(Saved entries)
+++
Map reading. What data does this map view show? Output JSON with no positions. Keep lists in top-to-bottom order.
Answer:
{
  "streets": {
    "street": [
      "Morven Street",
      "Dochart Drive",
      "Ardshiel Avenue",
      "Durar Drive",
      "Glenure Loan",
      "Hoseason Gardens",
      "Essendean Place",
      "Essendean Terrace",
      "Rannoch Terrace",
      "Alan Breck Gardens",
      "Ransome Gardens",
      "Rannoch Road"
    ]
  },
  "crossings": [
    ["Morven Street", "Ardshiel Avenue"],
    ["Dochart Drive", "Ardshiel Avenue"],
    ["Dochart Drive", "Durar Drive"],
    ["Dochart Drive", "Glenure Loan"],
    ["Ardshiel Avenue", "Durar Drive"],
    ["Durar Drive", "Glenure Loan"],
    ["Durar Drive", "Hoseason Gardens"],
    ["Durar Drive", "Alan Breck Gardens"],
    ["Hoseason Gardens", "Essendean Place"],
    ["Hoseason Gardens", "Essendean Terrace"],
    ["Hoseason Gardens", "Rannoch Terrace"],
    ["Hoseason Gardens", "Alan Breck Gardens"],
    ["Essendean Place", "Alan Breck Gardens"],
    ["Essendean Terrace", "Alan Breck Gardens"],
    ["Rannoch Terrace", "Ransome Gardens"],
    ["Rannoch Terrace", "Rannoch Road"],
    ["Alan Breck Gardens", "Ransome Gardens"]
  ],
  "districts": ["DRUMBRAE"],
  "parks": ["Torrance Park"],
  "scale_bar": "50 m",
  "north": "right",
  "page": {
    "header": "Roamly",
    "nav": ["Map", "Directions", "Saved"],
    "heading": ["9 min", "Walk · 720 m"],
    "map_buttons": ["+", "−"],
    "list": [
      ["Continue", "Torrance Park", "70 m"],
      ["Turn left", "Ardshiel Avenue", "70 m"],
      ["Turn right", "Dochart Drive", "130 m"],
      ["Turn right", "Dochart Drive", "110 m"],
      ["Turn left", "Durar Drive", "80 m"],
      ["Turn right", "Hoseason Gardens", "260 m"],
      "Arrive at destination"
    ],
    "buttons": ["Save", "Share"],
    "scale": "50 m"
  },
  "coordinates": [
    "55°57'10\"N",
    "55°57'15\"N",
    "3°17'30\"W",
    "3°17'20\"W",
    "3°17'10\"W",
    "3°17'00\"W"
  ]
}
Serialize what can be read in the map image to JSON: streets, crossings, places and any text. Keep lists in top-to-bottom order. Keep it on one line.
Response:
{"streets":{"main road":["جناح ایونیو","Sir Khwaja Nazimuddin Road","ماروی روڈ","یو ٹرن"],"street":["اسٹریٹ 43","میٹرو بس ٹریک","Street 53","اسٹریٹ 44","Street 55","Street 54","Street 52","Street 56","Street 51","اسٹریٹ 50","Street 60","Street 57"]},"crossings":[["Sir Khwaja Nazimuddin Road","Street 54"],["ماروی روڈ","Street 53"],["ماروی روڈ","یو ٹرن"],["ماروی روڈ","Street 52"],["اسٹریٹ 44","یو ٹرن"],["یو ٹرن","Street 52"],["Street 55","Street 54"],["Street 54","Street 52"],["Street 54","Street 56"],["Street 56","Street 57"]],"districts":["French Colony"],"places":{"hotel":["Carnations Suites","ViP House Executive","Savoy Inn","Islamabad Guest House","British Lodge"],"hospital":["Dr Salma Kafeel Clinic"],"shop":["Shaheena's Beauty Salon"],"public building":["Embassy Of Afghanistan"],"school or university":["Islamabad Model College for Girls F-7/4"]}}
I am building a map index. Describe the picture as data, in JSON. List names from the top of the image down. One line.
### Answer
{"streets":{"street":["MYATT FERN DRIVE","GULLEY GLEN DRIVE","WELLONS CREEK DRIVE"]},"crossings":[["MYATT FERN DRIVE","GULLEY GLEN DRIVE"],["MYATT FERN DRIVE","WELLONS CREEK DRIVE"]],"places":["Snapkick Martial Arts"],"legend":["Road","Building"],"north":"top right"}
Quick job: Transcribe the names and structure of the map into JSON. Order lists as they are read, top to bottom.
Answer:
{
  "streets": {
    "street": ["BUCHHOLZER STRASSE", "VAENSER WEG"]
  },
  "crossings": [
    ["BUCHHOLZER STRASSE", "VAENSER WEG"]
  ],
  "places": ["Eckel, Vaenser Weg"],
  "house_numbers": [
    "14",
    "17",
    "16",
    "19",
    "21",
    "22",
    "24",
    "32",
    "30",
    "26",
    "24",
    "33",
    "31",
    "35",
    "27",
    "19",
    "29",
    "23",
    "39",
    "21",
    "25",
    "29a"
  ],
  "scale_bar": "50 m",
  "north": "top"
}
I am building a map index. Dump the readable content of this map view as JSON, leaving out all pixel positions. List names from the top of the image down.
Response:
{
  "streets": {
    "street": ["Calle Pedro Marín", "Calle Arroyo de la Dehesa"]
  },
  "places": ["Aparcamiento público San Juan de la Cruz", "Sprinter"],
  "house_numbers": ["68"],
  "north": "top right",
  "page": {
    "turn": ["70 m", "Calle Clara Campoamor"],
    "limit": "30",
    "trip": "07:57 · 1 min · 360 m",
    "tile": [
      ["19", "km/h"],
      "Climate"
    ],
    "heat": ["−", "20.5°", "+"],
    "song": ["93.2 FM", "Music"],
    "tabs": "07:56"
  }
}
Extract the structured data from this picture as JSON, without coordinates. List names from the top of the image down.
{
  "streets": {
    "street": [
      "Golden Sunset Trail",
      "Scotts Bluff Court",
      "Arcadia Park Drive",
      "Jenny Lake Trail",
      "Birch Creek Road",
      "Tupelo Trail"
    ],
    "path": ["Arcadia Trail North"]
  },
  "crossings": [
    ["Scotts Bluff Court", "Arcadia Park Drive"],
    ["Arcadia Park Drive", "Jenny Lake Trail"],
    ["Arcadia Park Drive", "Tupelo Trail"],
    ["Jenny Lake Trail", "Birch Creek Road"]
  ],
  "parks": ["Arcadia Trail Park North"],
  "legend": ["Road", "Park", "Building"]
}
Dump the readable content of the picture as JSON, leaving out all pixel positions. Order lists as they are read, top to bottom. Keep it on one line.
+++
Out of the records above, pick each line that contains the string "pixel".

_Response area:_
I am building a map index. Dump the readable content of this map view as JSON, leaving out all pixel positions. List names from the top of the image down.
Dump the readable content of the picture as JSON, leaving out all pixel positions. Order lists as they are read, top to bottom. Keep it on one line.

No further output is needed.